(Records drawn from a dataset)
--- START ---

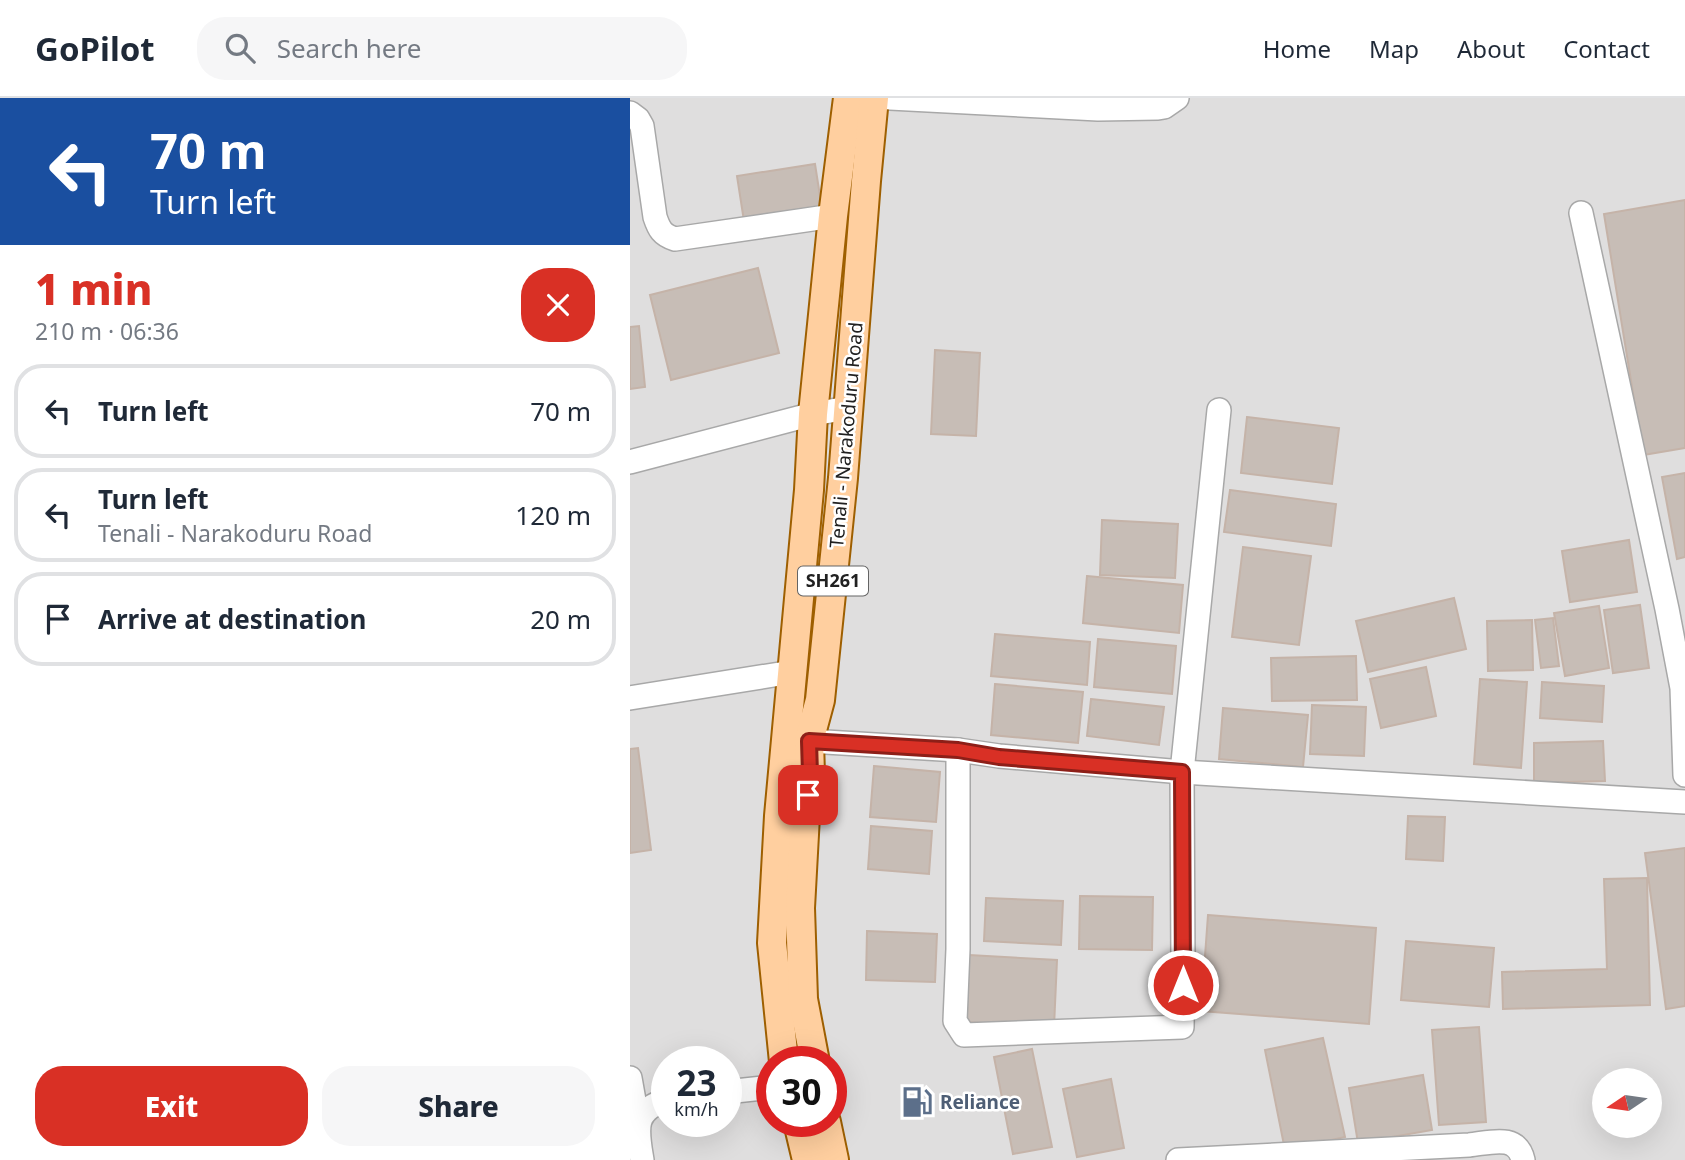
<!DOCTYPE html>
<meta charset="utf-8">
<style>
:root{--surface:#fff;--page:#f6f6f7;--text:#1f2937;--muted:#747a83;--line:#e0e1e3;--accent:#d93025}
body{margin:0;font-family:"Noto Sans",sans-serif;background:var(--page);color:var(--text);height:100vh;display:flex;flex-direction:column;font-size:26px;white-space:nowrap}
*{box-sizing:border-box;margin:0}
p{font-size:23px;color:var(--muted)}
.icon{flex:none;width:38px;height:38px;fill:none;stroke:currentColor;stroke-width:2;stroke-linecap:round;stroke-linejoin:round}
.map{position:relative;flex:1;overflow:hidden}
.side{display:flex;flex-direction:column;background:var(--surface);width:630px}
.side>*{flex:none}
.guide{background:#1a4fa0;color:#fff;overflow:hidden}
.needle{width:46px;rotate:257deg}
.fabs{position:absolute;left:962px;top:970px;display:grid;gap:14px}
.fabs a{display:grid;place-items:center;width:70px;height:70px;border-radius:50%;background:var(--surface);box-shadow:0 7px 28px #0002;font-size:35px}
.speed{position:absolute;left:21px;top:948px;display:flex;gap:14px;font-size:35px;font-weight:700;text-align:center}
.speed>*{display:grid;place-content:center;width:91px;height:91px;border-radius:50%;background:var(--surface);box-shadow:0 7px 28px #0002;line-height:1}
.speed small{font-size:18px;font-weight:400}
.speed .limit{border:10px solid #d22;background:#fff;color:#111}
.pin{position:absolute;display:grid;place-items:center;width:60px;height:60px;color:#fff;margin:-30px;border-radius:14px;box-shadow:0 4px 10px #0006}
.me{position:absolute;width:77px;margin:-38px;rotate:0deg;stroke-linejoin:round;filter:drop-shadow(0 0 5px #0008)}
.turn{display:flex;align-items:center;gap:24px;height:147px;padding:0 35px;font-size:32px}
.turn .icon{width:91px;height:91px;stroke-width:2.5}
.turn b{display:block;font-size:49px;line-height:60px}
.round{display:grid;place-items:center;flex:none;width:74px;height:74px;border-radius:28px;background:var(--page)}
.summary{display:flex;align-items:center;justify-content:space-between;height:119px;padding:0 35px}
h1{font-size:42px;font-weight:800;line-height:52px;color:var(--accent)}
.primary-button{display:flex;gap:14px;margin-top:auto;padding:14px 35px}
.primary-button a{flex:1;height:80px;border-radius:28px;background:var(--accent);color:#fff;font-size:28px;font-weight:800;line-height:80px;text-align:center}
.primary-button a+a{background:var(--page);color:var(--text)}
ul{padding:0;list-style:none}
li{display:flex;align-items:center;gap:21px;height:94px;margin:0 14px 10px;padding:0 21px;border:4px solid var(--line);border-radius:28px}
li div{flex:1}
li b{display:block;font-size:26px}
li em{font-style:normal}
header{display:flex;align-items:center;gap:42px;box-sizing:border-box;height:98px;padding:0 35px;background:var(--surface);border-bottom:2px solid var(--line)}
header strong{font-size:33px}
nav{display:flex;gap:38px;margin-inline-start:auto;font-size:24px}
.search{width:490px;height:63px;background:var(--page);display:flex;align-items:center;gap:18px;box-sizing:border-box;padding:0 24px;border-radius:28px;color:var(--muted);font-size:26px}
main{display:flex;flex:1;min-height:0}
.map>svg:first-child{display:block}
</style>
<header>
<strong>GoPilot</strong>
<div class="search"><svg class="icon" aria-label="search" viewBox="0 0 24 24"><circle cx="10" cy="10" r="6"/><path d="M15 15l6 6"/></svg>Search here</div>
<nav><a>Home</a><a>Map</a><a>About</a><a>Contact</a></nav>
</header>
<main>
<section class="side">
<div class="guide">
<div class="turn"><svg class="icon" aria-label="left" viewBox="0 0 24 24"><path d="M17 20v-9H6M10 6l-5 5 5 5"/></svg><div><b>70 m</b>Turn left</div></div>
</div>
<div class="summary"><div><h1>1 min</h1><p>210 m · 06:36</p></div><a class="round" style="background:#d93025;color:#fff"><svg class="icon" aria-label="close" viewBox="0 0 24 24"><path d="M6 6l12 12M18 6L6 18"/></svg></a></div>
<ul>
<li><svg class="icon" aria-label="left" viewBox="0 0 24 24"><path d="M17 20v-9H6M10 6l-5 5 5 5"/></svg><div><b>Turn left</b></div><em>70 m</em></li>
<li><svg class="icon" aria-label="left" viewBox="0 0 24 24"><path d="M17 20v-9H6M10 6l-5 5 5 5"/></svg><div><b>Turn left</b><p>Tenali - Narakoduru Road</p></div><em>120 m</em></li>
<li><svg class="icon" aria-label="arrive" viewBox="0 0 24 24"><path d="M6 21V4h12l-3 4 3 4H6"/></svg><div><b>Arrive at destination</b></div><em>20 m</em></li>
</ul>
<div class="primary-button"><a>Exit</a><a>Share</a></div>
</section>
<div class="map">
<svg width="1055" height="1062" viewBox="0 0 1055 1062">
<rect width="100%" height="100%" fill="#f2eee7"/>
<path fill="#dfdede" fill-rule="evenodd" d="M0,0H1055V1062H0ZM37,964H96V1024H37ZM142,964H201V1024H142ZM975,982H1020V1027H975Z"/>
<g fill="#c7bdb6" stroke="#c5b3a8" stroke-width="2">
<polygon points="185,66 192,111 114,123 107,78"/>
<polygon points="1055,102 1055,350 1013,357 974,116"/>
<polygon points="128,170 149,255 41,282 20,197"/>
<polygon points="9,228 15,289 0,291 0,229"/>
<polygon points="305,252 350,255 346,338 301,336"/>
<polygon points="617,319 709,330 702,386 611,375"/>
<polygon points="1055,375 1055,459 1047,461 1032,379"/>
<polygon points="600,392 706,406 701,448 594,434"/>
<polygon points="472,422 548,426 545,480 470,477"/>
<polygon points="999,442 1007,494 940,504 932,453"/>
<polygon points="613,449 681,458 669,547 602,539"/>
<polygon points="457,478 553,487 549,535 453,525"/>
<polygon points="824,500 836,551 738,574 726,523"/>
<polygon points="1010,507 1019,570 983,575 974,512"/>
<polygon points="969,508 979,570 935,578 924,515"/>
<polygon points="923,520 929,568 911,570 905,522"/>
<polygon points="902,522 903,572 858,573 857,523"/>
<polygon points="365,536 460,544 457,587 361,578"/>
<polygon points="468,541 546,548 542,596 464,589"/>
<polygon points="726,558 727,602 642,603 641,560"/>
<polygon points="796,569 806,618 751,630 740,581"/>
<polygon points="850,581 897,584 891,670 844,666"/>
<polygon points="912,584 974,588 972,624 910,620"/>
<polygon points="365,586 453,594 448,645 361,637"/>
<polygon points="461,601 534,609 529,647 457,638"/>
<polygon points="682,607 736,609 734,658 680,656"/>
<polygon points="593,610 678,617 673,669 589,661"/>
<polygon points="973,643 975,683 904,685 904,645"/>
<polygon points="8,650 21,752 0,755 0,651"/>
<polygon points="244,668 310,674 306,724 240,719"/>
<polygon points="778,718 815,719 813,763 776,761"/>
<polygon points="241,728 302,733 299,776 238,771"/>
<polygon points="1055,750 1055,908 1036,911 1015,755"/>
<polygon points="1017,780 1020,907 873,911 872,874 977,871 974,781"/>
<polygon points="450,798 523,799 522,852 449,851"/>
<polygon points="356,800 433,803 431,847 354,843"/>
<polygon points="578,817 746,830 739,926 571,913"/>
<polygon points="237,833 307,836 305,884 236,882"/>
<polygon points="776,843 864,850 859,909 771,902"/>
<polygon points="339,857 427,862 424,929 336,924"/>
<polygon points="849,929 856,1024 809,1027 802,932"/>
<polygon points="693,940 715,1039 655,1052 635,952"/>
<polygon points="402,951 422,1049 383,1056 364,959"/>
<polygon points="793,977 802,1032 728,1045 719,990"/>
<polygon points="481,981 494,1050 447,1059 433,991"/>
</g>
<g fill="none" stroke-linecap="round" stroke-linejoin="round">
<defs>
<g id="minor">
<polyline points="260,0 468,11 528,10 534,9 547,0"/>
<path d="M0,15L8,21L12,28L25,119C29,131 32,137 45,141L203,118"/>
<polyline points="951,115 1037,511 1052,590 1055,677"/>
<polyline points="0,364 183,316 218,310"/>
<polyline points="0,600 162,574"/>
<polyline points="179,643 328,652 369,658 552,674 1055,704"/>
<polyline points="328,652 328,851 325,923 334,937 552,929 553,867 552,674 589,312"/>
<polyline points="0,980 8,1025"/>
<polyline points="96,994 142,989"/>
<path d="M12,1062C7,1032 2,1012 37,1002"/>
<path d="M548,1062L839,1047C860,1045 887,1035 893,1062"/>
</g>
<g id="major">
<polyline points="154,964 142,845 149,718 179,392 183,316 203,118 218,0"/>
<polyline points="185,964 173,901 170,810 175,718 180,676 179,643 190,602 213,380 236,83 244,0"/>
<polyline points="168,1024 177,1062"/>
<polyline points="196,1024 204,1062"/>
</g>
</defs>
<use href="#minor" stroke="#a8a8a8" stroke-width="26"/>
<use href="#major" stroke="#9e5f00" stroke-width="32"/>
<use href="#minor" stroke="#fff" stroke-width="23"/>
<use href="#major" stroke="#ffcf9f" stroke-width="28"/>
</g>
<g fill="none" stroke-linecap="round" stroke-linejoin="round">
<defs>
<polyline id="route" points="178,697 180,676 179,643 328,652 369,659 552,674 553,887"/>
</defs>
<use href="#route" stroke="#8d1f18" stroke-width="18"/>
<use href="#route" stroke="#d93025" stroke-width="12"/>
</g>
<defs>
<symbol id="fuel-bare" viewBox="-9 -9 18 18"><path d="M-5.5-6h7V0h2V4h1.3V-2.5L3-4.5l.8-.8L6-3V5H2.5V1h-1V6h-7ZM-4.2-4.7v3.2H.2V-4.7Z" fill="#5c6f8a" stroke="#fff" stroke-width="2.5" paint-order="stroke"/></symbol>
</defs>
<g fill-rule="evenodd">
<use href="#fuel-bare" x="265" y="982" width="44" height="44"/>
</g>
<g text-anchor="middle" stroke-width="5" stroke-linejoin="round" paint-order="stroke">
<rect fill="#fff" stroke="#646464" stroke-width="2" x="168" y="468.5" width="70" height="29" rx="5"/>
<g font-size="18" font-weight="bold" fill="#212121">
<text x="203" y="489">SH261</text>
</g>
<g font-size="19" fill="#212121" stroke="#fff">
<text transform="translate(216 337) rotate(-85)" y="7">Tenali - Narakoduru Road</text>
</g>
<g font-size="19" font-weight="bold" fill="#4e5e75" stroke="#fff" text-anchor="start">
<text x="310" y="1011">Reliance</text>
</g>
</g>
</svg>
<div class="fabs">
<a><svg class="needle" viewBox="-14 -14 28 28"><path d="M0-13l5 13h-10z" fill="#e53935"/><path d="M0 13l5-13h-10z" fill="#747a83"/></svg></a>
</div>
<div class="speed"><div>23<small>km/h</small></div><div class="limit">30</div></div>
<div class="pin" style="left:178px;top:697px;background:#d93025"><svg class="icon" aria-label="arrive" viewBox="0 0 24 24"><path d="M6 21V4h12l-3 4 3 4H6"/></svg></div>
<svg class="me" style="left:553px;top:887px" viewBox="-20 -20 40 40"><circle r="17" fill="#d93025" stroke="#fff" stroke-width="3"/><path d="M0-11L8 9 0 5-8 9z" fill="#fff"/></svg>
</div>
</main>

--- END ---

**Task details**: When the word "hidden" shows up in a line of the entries, report that line.

**Answer**:
.map{position:relative;flex:1;overflow:hidden}
.guide{background:#1a4fa0;color:#fff;overflow:hidden}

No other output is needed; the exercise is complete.